Celebrating Halloween with YouTube's top spooky videos

Celebrating Halloween with YouTube's top spooky videos

It’s time for Halloween, which means it’s time for Halloween parties, which means it’s time for Halloween playlists! Since there are sure to be plenty of frightening festivities taking place, YouTube decided to take a look and see what music videos have been most frequently added to Halloween playlists.

Surprise: These aren’t necessarily traditional Halloween songs — but all the videos include seasonally fun elements such as spooky outfits, creepy visuals, and references to the supernatural. Counting down from No. 10 to No. 1, here are the ones that made the list!

10. Panic! At the Disco, “It’s Almost Halloween.” With 3,962,884 views, this video is a no-brainer, as it straight-up references the holiday, as well as features the band in (amusing) classic costumes bopping around gravestones.

9. The Cranberries, “Zombie.” The Irish band’s 1994 hit features decidedly nonsupernatural war imagery, but it’s still on the skin-crawling side due to its eerie black-and-white footage and singer Dolores O’Riordan’s howling chorus. With a whopping 604,541,361 views, it’s clearly a popular choice year-round.

8. Backstreet Boys, “Everybody (Backstreet’s Back).” Director Joseph Kahn is adept at monstrous videos, having directed this haunted-house-themed party in which the boy band prances about in various famous horror movie character costumes, including a mummy, Dracula, the Phantom of the Opera, a werewolf, and a two-faced Dr. Jekyll/Mr. Hyde. It’s a delightfully goth container for a song that is absolutely anything but … and with 121,585,014 views overall it’s a hands-down classic.

7. twenty one pilots, “Heathens.” Any band that’s famed for routinely wearing face-obscuring masks onstage just has to be perfectly suited for a Halloween playlist, full stop. This is undeniably their creepiest video (and an insanely popular one, with 899,983,420 views), however, featuring footage of Suicide Squad‘s Task Force X in Belle Reve Prison.

6. Michael Jackson, “Thriller.” This is the quintessential Halloween music video, and we’re a little surprised it wasn’t in the top slot. Still as gruesomely fun as it was back in 1983, the 14-minute film continues to inspire artists to this day. (Most recently? Check the graveyard scene in Taylor Swift’s “Look What You Made Me Do.”) The creepiness of the production was so profound that Jackson was compelled to put a disclaimer at the beginning that he was not professing any belief in the occult. It has 454,554,119 YouTube views to date.

5. Ray Parker Jr., “Ghostbusters.” This one needs no explanation, save to remind viewers that this theme from the 1984 film of the same title has endured through the decades. It’s way more playful than scary, mostly frightening grammatically correct types with its chorus of “I ain’t afraid of no ghost.” Parker scored an Academy Award nomination for the composition (he lost to Stevie Wonder), and the video currently has 24,392,953 views.

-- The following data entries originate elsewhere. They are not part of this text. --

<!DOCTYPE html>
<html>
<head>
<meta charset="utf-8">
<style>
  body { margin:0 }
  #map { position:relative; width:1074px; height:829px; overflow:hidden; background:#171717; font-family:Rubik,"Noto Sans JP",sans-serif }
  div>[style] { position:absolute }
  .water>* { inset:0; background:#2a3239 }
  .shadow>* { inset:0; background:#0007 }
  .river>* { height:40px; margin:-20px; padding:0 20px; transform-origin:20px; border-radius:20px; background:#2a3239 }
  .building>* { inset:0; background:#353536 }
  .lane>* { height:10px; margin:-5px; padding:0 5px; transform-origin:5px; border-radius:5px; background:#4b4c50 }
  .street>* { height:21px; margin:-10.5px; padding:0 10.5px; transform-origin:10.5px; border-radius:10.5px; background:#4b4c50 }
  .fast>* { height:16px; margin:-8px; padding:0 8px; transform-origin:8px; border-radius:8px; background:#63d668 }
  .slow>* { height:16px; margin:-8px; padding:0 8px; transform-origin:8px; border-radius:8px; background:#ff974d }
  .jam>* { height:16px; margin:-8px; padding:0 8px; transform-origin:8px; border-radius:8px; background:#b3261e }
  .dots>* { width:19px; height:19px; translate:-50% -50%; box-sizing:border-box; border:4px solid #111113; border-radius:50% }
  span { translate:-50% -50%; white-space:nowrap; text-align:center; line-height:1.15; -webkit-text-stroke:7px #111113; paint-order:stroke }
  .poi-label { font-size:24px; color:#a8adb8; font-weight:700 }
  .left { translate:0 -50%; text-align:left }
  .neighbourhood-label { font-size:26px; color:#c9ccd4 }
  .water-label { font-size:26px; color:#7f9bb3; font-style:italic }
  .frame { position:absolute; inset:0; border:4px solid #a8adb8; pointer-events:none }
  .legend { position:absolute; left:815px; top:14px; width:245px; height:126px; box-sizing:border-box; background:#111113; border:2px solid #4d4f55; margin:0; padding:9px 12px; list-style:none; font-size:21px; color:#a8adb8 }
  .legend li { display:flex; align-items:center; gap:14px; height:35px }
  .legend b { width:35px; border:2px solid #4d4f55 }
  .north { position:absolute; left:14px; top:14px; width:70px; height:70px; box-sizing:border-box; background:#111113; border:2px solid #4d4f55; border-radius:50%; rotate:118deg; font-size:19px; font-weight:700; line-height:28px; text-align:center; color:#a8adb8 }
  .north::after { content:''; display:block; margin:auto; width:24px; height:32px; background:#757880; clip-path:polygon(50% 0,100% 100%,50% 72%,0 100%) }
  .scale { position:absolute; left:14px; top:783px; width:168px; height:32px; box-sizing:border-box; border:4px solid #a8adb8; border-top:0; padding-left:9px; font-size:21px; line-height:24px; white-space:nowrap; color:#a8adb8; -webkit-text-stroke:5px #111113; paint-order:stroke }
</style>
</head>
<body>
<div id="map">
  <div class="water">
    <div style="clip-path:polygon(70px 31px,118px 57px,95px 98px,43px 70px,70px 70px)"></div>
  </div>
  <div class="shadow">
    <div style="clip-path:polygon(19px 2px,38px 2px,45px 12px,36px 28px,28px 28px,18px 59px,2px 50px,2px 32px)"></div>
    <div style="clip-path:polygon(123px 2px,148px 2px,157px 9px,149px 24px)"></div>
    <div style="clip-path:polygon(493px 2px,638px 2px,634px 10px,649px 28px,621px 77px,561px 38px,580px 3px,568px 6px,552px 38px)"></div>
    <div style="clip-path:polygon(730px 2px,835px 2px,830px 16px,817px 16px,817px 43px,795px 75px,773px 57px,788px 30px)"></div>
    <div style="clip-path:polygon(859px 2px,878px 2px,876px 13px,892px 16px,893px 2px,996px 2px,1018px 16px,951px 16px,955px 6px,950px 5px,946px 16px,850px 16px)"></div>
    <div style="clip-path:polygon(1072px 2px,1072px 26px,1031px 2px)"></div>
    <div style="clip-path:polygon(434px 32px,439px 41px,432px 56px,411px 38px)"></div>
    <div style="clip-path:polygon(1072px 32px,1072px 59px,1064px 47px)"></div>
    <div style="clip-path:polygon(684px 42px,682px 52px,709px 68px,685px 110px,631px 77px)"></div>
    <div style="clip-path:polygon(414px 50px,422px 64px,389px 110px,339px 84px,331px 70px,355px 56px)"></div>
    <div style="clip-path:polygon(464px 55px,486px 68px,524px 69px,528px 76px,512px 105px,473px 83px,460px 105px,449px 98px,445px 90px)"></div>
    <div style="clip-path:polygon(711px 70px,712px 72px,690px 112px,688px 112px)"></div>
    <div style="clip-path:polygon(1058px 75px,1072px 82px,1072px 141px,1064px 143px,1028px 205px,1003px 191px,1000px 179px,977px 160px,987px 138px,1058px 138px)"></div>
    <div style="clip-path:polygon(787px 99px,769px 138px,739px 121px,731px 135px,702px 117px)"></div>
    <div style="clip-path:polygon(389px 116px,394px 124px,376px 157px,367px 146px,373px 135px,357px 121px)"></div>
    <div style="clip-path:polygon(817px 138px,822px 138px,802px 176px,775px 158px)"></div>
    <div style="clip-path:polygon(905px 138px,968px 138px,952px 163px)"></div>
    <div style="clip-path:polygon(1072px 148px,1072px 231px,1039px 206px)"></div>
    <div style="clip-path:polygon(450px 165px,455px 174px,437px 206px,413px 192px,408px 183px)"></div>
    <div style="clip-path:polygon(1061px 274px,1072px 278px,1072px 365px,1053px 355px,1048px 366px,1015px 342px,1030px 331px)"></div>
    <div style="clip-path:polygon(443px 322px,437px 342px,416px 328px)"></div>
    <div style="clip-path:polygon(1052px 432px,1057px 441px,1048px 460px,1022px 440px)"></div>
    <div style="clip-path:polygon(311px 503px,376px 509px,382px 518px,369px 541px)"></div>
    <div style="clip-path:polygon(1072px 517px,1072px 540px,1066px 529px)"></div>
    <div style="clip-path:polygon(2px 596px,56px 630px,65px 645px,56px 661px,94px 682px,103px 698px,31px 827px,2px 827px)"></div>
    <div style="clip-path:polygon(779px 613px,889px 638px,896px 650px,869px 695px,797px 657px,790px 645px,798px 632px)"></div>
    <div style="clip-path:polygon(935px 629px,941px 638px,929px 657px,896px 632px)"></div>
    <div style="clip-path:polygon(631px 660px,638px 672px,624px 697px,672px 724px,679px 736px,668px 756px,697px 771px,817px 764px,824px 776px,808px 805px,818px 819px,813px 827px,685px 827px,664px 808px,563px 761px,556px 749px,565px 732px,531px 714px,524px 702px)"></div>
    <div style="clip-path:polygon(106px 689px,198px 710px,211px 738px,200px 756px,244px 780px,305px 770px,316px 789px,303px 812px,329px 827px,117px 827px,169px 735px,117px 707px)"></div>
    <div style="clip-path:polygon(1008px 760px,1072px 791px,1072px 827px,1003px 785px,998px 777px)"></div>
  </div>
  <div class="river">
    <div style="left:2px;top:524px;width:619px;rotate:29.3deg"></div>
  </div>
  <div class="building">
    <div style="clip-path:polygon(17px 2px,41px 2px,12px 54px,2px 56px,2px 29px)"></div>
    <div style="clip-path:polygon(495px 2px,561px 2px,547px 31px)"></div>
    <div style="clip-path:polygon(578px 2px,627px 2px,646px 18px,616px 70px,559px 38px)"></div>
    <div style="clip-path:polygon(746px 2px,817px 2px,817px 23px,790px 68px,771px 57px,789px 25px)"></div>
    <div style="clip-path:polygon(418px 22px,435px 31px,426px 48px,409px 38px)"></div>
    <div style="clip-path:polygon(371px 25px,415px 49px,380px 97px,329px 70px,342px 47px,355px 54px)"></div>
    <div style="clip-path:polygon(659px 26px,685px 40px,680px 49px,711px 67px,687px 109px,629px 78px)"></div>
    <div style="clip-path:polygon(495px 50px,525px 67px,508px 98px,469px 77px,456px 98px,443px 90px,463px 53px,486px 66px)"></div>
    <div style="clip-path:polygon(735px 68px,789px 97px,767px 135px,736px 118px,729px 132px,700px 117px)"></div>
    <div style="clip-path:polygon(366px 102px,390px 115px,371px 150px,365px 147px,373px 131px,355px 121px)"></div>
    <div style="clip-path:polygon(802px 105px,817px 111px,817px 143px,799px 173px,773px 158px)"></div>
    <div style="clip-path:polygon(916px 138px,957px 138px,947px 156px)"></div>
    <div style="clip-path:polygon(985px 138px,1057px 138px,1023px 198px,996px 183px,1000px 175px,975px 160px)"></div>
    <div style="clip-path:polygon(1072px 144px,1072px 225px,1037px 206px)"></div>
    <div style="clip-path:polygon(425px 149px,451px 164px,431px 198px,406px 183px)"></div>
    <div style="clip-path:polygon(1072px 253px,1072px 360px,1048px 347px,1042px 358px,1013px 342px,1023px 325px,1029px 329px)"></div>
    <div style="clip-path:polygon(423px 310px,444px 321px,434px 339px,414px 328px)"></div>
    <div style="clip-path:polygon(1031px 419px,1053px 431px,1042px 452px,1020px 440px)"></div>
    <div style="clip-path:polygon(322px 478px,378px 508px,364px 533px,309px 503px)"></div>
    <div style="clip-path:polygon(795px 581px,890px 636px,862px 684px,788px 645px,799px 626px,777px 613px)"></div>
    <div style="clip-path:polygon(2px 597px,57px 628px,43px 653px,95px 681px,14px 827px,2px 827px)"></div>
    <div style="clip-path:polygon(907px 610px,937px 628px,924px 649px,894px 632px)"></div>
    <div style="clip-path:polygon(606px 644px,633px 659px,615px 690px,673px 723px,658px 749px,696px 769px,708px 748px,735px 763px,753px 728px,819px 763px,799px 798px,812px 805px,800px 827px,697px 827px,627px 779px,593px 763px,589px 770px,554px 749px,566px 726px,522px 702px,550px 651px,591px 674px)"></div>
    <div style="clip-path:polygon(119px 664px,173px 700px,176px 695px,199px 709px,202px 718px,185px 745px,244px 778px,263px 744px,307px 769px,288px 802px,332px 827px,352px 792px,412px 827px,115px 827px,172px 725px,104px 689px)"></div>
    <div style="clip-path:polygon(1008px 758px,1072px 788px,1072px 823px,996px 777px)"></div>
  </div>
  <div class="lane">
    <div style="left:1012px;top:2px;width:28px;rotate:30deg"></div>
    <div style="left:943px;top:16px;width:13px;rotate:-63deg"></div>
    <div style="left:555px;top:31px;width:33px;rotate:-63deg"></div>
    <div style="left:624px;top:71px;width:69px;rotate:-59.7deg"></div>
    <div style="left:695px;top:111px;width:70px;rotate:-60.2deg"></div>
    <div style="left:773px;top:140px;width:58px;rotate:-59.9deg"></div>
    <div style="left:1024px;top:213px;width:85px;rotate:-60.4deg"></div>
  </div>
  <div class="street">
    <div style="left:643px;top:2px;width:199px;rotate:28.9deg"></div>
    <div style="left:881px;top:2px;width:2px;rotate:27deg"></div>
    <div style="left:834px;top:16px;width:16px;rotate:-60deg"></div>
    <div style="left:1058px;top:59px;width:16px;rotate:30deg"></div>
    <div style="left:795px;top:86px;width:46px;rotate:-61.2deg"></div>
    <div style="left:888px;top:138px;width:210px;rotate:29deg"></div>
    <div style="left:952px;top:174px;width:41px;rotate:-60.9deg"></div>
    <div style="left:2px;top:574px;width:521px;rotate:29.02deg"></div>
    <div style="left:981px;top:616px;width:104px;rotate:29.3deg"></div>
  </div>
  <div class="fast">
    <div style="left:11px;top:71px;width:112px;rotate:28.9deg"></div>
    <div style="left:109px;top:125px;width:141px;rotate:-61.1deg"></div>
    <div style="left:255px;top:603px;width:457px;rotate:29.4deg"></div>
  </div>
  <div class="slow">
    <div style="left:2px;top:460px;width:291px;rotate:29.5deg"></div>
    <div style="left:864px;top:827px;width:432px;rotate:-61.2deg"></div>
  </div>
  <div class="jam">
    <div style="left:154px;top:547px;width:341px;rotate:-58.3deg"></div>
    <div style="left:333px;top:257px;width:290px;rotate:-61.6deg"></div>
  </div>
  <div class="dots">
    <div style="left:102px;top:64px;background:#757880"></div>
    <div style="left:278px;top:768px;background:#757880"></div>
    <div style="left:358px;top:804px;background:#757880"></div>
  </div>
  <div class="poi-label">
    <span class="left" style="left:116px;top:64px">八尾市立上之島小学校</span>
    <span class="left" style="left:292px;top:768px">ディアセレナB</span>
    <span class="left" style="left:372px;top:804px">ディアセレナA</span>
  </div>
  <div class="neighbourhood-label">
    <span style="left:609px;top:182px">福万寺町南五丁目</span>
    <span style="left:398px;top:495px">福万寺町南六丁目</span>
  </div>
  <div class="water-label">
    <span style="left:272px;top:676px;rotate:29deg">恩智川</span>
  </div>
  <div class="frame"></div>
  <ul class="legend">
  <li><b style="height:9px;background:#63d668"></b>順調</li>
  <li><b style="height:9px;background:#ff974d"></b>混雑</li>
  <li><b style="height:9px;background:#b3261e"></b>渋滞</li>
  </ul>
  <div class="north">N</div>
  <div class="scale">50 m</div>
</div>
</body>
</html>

4. Rob Zombie, “Living Dead Girl.” Rob Zombie is music’s undisputed king of horror, sci-fi, and shock-rock imagery, lovingly curating vintage references into his work. This video was directly inspired by the 1920 silent horror film The Cabinet of Dr. Caligari and features the aforementioned well-appointed Joseph Kahn as co-director. It has racked up 27,598,212 views on YouTube, proving that it is indeed an “irresistible creature” in itself.

3. Rihanna, “Disturbia.” Am I scaring you tonight? That’s an apt summation of pop princess Rihanna’s unexpectedly dark and twisted video, which is a fitting visual for what is probably her most complicated song (and a popular one, with 148,822,024 video views). Although the tune’s bleak lyrics are buoyed up by a catchy beat, there is nothing floaty about the video, which features the singer in a variety of creepy, torturous scenarios.

2. Rob Zombie, “Dragula.” Yes, Zombie made it onto the list twice … no surprise. The second entry is a whirlwind of his favorite monster-kitsch imagery (the song’s title comes from the TV show The Munsters: Grandpa Munster’s dragster is called “DRAG-U-LA”) and proves to be a fun romp, entertaining 68,843,456 views, despite its ominous details.

1. Rockwell: “Somebody’s Watching Me.” Rockwell, the son of Motown CEO Berry Gordy Jr., scored a record deal without his father’s knowledge — that itself is a supernatural feat — and produced this pitch-perfect massive 1984 hit, which featured his childhood friend Michael Jackson singing the irresistibly catchy chorus. The video may seem slightly hokey to 2017 sensibilities, but a closer view proves that it’s creepier below the surface, with the final vision of a derpy-eyed mailman particularly apt to stick in one’s craw. As 53,297,256 views can’t deny, it’s a treat.